Write down the listing again exactly as it appears below, without its pictures.
━━━━━ RECORDS SHOWN ━━━━━
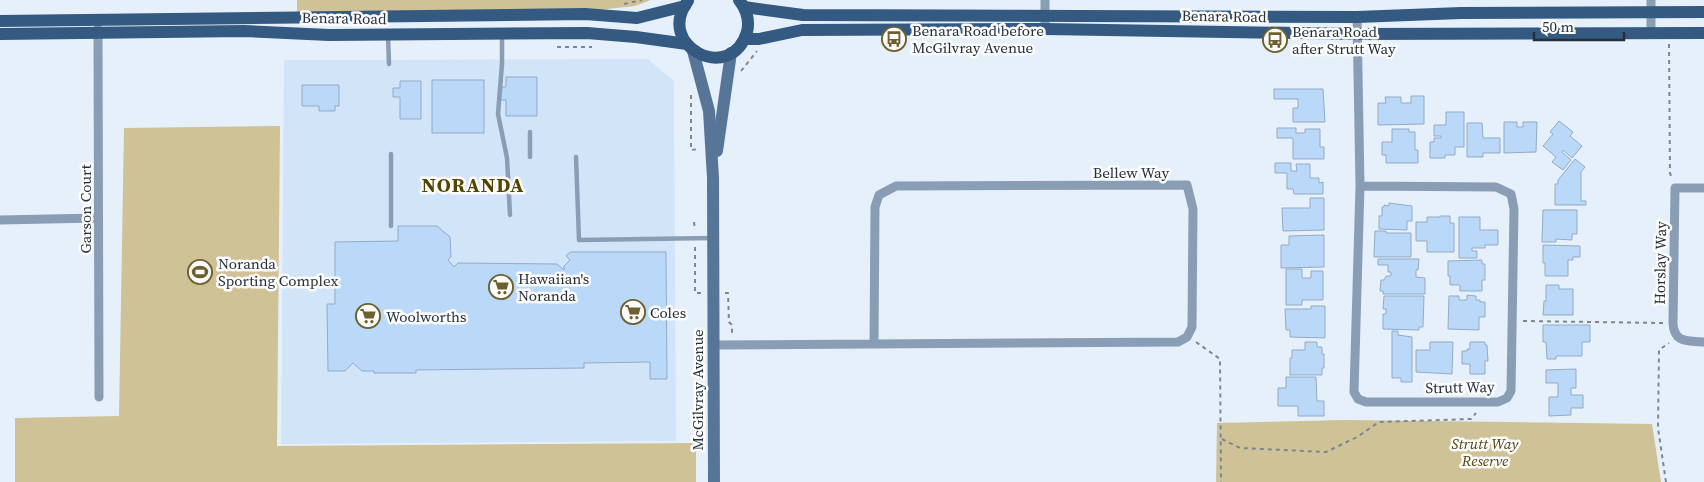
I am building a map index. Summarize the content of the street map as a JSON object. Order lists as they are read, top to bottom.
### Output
{
  "streets": {
    "main road": ["Benara Road", "McGilvray Avenue"],
    "street": [
      "Bellew Way",
      "Garson Court",
      "Horslay Way",
      "Strutt Way"
    ]
  },
  "crossings": [
    ["Benara Road", "Garson Court"],
    ["Benara Road", "Strutt Way"],
    ["Benara Road", "McGilvray Avenue"]
  ],
  "districts": ["NORANDA"],
  "parks": ["Strutt Way Reserve"],
  "places": {
    "bus stop": ["Benara Road before McGilvray Avenue", "Benara Road after Strutt Way"],
    "sports": ["Noranda Sporting Complex"],
    "supermarket": ["Hawaiian's Noranda", "Coles", "Woolworths"]
  },
  "scale_bar": "50 m"
}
━━━━━
YOUR RESPONSE:
I am building a map index. Summarize the content of the street map as a JSON object. Order lists as they are read, top to bottom.
### Output
{
  "streets": {
    "main road": ["Benara Road", "McGilvray Avenue"],
    "street": [
      "Bellew Way",
      "Garson Court",
      "Horslay Way",
      "Strutt Way"
    ]
  },
  "crossings": [
    ["Benara Road", "Garson Court"],
    ["Benara Road", "Strutt Way"],
    ["Benara Road", "McGilvray Avenue"]
  ],
  "districts": ["NORANDA"],
  "parks": ["Strutt Way Reserve"],
  "places": {
    "bus stop": ["Benara Road before McGilvray Avenue", "Benara Road after Strutt Way"],
    "sports": ["Noranda Sporting Complex"],
    "supermarket": ["Hawaiian's Noranda", "Coles", "Woolworths"]
  },
  "scale_bar": "50 m"
}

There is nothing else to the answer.